◆ Records supplied:
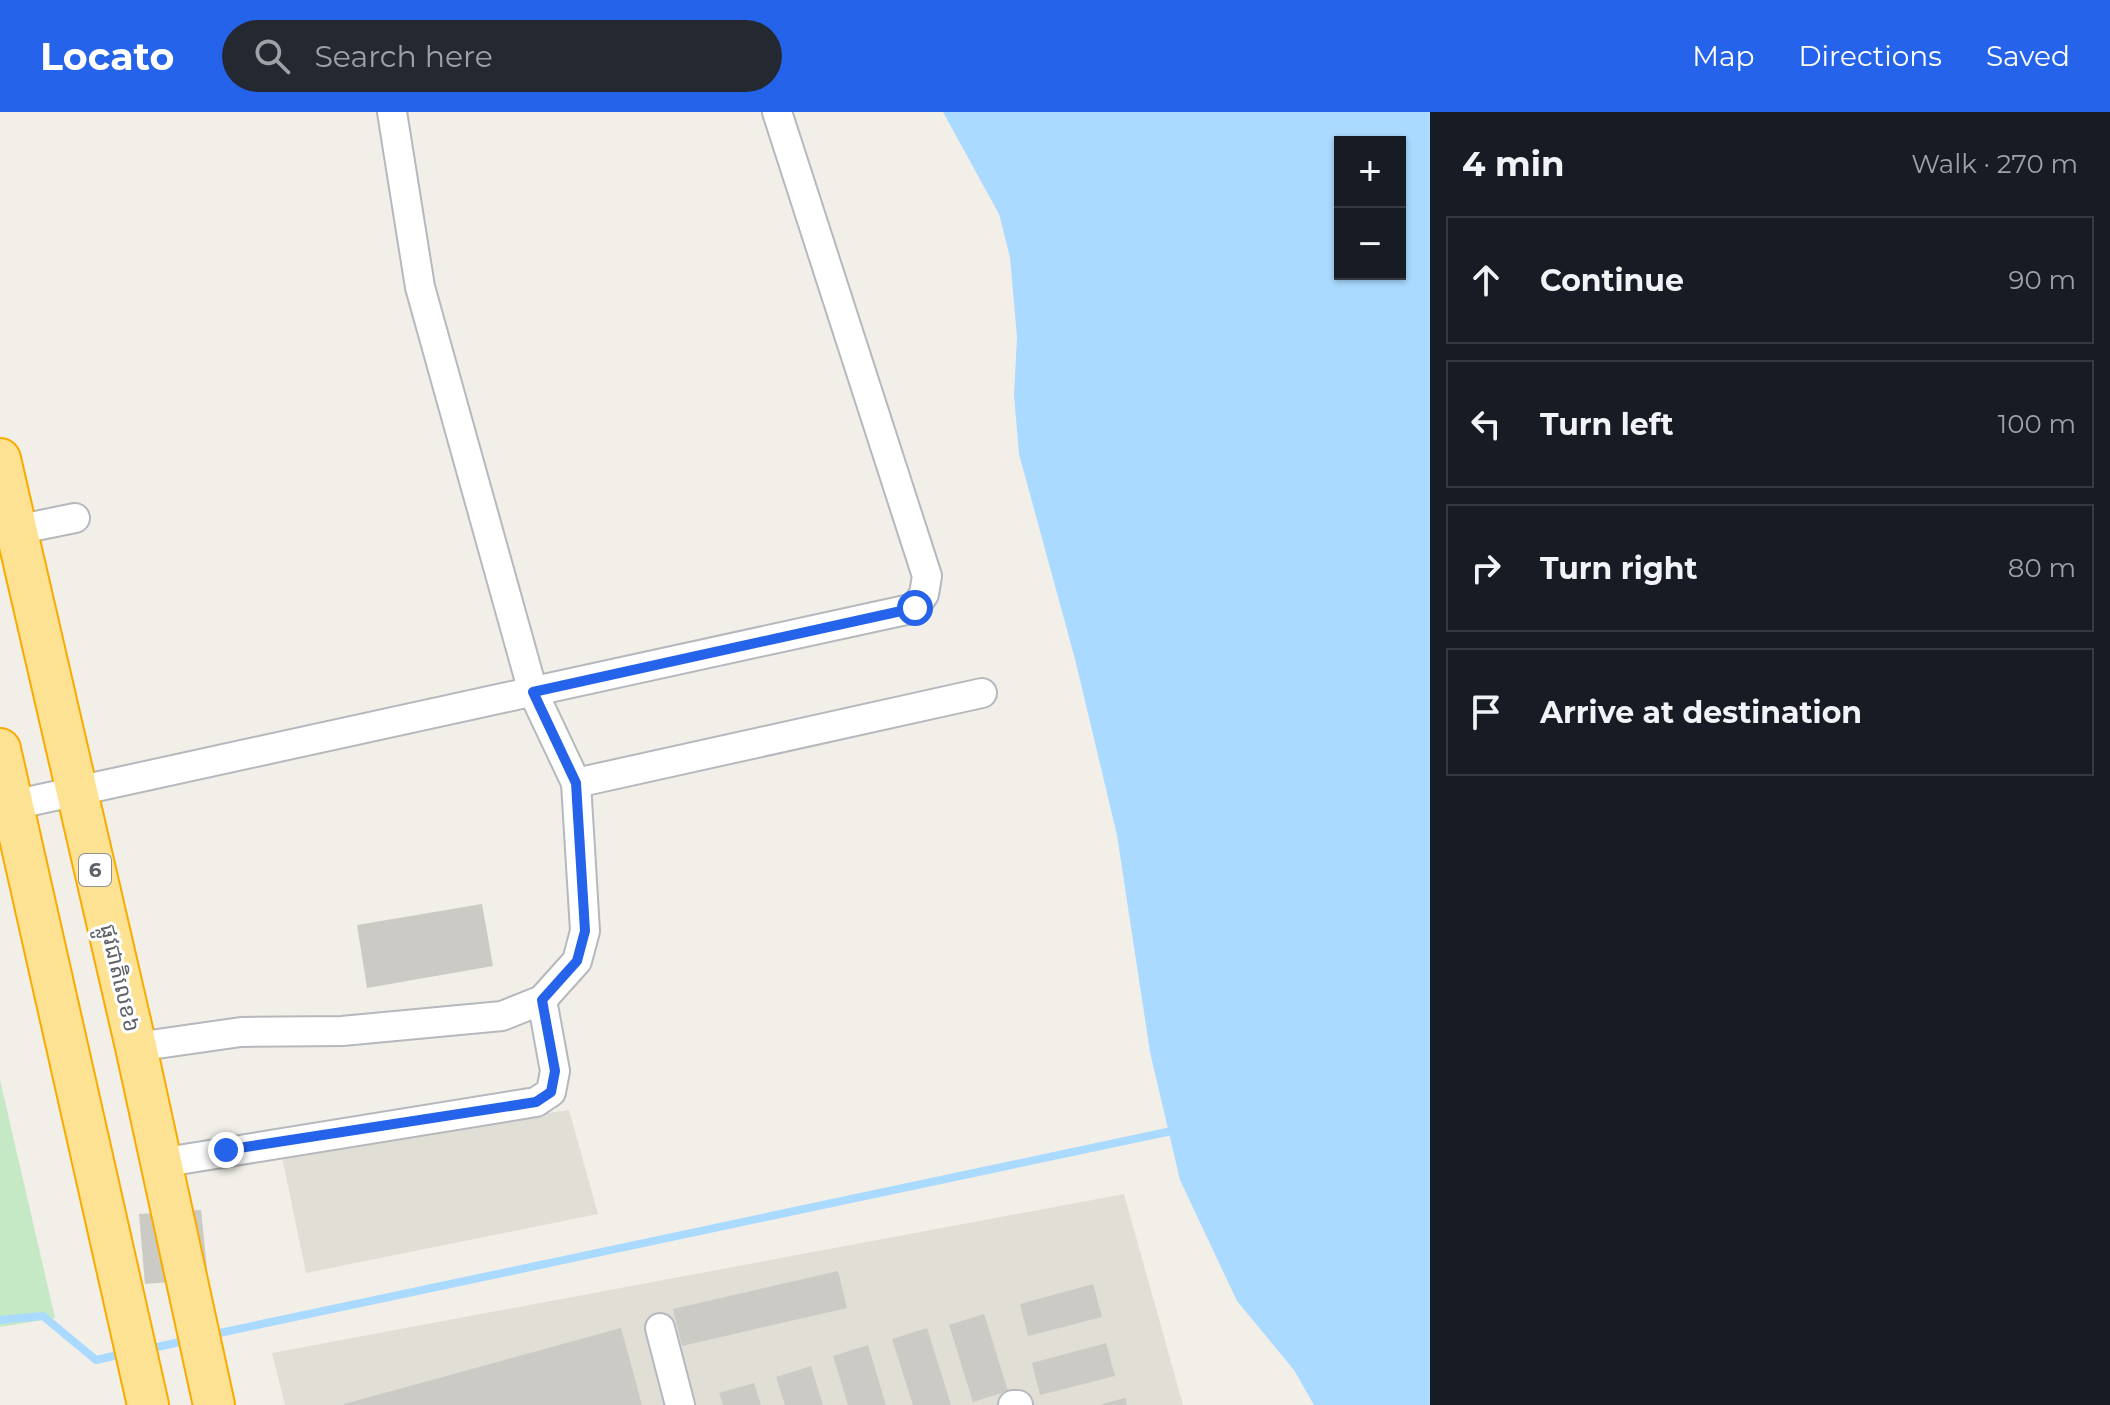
<!DOCTYPE html>
<meta charset="utf-8">
<style>
:root{--surface:#171b24;--page:#242831;--text:#f1f3f6;--muted:#9ea1a6;--line:#363941;--accent:#2563eb}
body{margin:0;font-family:Montserrat,"Noto Sans Khmer",sans-serif;background:var(--page);color:var(--text)}
.controls{position:absolute;right:24px;top:24px;display:grid;overflow:hidden;border-radius:0px;box-shadow:0 2px 6px #0004}
.controls button{width:72px;height:72px;display:grid;place-items:center;padding:0;border:0;border-bottom:2px solid var(--line);background:var(--surface);color:var(--text);font:40px sans-serif}
.stop{position:absolute;width:24px;height:24px;margin:-18px;border:6px solid #2563eb;border-radius:50%;background:#fff}
.stop.end{background:#2563eb;border-color:#fff;box-shadow:0 2px 8px #0008}
.list{margin:0;padding:0;list-style:none}
h2{display:flex;justify-content:space-between;align-items:center;height:104px;margin:0;padding:0 32px;font-size:34px}
h2 small{font-size:26px;font-weight:400;color:var(--muted)}
.list li{display:grid;grid-template-columns:52px 1fr auto;gap:24px;align-items:center;box-sizing:border-box;height:128px;margin:0 16px 16px;padding:0 16px;border:2px solid var(--line);border-radius:0px}
.list b{display:block;font-size:30px;white-space:nowrap}
.list em{font-size:26px;font-style:normal;color:var(--muted)}
.icon{flex:none;width:44px;height:44px;fill:none;stroke:currentColor;stroke-width:2;stroke-linecap:round;stroke-linejoin:round}
.map{position:relative;flex:none;width:1430px;height:1293px;overflow:hidden}
header{display:flex;align-items:center;gap:48px;box-sizing:border-box;height:112px;padding:0 40px;background:var(--accent);color:#fff}
header strong{font-size:38px}
nav{display:flex;gap:44px;margin-inline-start:auto;font-size:28px}
.search{width:560px;height:72px;background:var(--page);display:flex;align-items:center;gap:20px;box-sizing:border-box;padding:0 28px;border-radius:44px;color:var(--muted);font-size:30px}
main{display:flex}
aside{flex:1;background:var(--surface)}
.map>svg:first-child{display:block}
.education{fill:#e1ded6}
.green{fill:#c5e8c5}
.water{fill:#aadaff;fill-rule:evenodd}
.lines{fill:none;stroke-linecap:round;stroke-linejoin:round}
.stream{stroke:#aadaff;stroke-width:8}
.building{fill:#cccac5}
.minor-casing{stroke:#b5b8bc;stroke-width:32}
.highway-casing{stroke:#f9ab00;stroke-width:44}
.minor{stroke:#fff;stroke-width:28}
.highway{stroke:#fde293;stroke-width:40}
.route{stroke:#2563eb;stroke-width:10}
.labels{text-anchor:middle;dominant-baseline:central;stroke-width:6;stroke-linejoin:round;paint-order:stroke}
.shield{fill:#fff;stroke:#8f9295;stroke-width:2}
.shield-label{font-size:20px;font-weight:bold;fill:#5f6368}
.street-label{font-size:22px;fill:#5f6368;stroke:#fff}
</style>
<header>
<strong>Locato</strong>
<div class="search"><svg class="icon" aria-label="search" viewBox="0 0 24 24"><circle cx="10" cy="10" r="6"/><path d="M15 15l6 6"/></svg>Search here</div>
<nav><a>Map</a><a>Directions</a><a>Saved</a></nav>
</header>
<main>
<div class="map">
<svg width="1430" height="1293" viewBox="0 0 1430 1293">
<rect width="100%" height="100%" fill="#f1efe8"/>
<g class="education">
<polygon points="569,998 598,1102 306,1161 281,1040"/>
<polygon points="1124,1082 1183,1293 285,1293 272,1241"/>
</g>
<polygon class="green" points="0,968 55,1206 0,1215"/>
<path class="water" d="M943,0H1430V1293H1314L1294,1258L1237,1189L1180,1068L1150,940L1117,723L1075,547L1019,342L1014,283L1017,225L1010,145L999,102ZM1340,30H1400V162H1340Z"/>
<g class="lines">
<g class="stream">
<polyline points="0,1208 43,1204 96,1248 127,1241"/>
<polyline points="210,1223 1167,1020"/>
<polyline points="148,1237 189,1228"/>
</g>
</g>
<g class="building">
<polygon points="482,792 493,854 367,876 357,813"/>
<polygon points="201,1098 208,1167 145,1172 139,1102"/>
<polygon points="838,1159 847,1196 682,1234 673,1197"/>
<polygon points="1093,1172 1102,1205 1028,1224 1020,1192"/>
<polygon points="984,1202 1008,1279 973,1290 949,1213"/>
<polygon points="621,1216 642,1293 344,1293 344,1292"/>
<polygon points="927,1216 951,1293 913,1293 892,1227"/>
<polygon points="1106,1231 1115,1264 1040,1283 1032,1251"/>
<polygon points="868,1233 886,1293 848,1293 833,1244"/>
<polygon points="811,1254 823,1293 785,1293 776,1265"/>
<polygon points="754,1271 761,1293 723,1293 719,1281"/>
<polygon points="1125,1286 1127,1293 1102,1293 1102,1292"/>
</g>
<g class="lines">
<defs>
<g id="minor">
<polyline points="1,421 75,406"/>
<polyline points="576,671 982,581"/>
<polyline points="13,693 915,496 924,482 927,464 777,0"/>
<polyline points="136,935 241,920 342,919 502,904 542,888 577,849 585,819 576,671 533,580 420,175 392,0"/>
<polyline points="160,1051 536,990 551,980 555,959 542,888"/>
<polyline points="660,1216 680,1293"/>
<polyline points="1013,1293 1018,1293"/>
</g>
<g id="highway">
<polyline points="0,347 136,935 214,1293"/>
<polyline points="0,637 148,1293"/>
</g>
</defs>
<use href="#minor" class="minor-casing"/>
<use href="#highway" class="highway-casing"/>
<use href="#minor" class="minor"/>
<use href="#highway" class="highway"/>
</g>
<g class="lines">
<polyline class="route" points="226,1038 536,990 551,980 555,959 542,888 577,849 585,819 576,671 533,580 915,496"/>
</g>
<g class="labels">
<rect class="shield" x="79" y="742" width="32" height="32" rx="6"/>
<g class="shield-label">
<text x="95" y="758">6</text>
</g>
<g class="street-label">
<text transform="translate(120 866) rotate(77)">ផ្លូវជាតិលេខ៦</text>
</g>
</g>
</svg>
<div class="controls">
<button>+</button>
<button>−</button>
</div>
<div class="stop" style="left:915px;top:496px"></div>
<div class="stop end" style="left:226px;top:1038px"></div>
</div>
<aside>
<h2>4 min<small>Walk · 270 m</small></h2>
<ul class="list">
<li><svg class="icon" aria-label="ahead" viewBox="0 0 24 24"><path d="M12 20V5M6 11l6-6 6 6"/></svg><div><b>Continue</b></div><em>90 m</em></li>
<li><svg class="icon" aria-label="left" viewBox="0 0 24 24"><path d="M17 20v-9H6M10 6l-5 5 5 5"/></svg><div><b>Turn left</b></div><em>100 m</em></li>
<li><svg class="icon" aria-label="right" viewBox="0 0 24 24"><path d="M7 20v-9h11M14 6l5 5-5 5"/></svg><div><b>Turn right</b></div><em>80 m</em></li>
<li><svg class="icon" aria-label="arrive" viewBox="0 0 24 24"><path d="M6 21V4h12l-3 4 3 4H6"/></svg><div><b>Arrive at destination</b></div></li>
</ul>
</aside>
</main>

◆ What is needed:
From the line containing "21V4h12l-3 4 3" to the last line of the records above, please write out every line exactly and add nothing.

◆ Final answer:
<li><svg class="icon" aria-label="arrive" viewBox="0 0 24 24"><path d="M6 21V4h12l-3 4 3 4H6"/></svg><div><b>Arrive at destination</b></div></li>
</ul>
</aside>
</main>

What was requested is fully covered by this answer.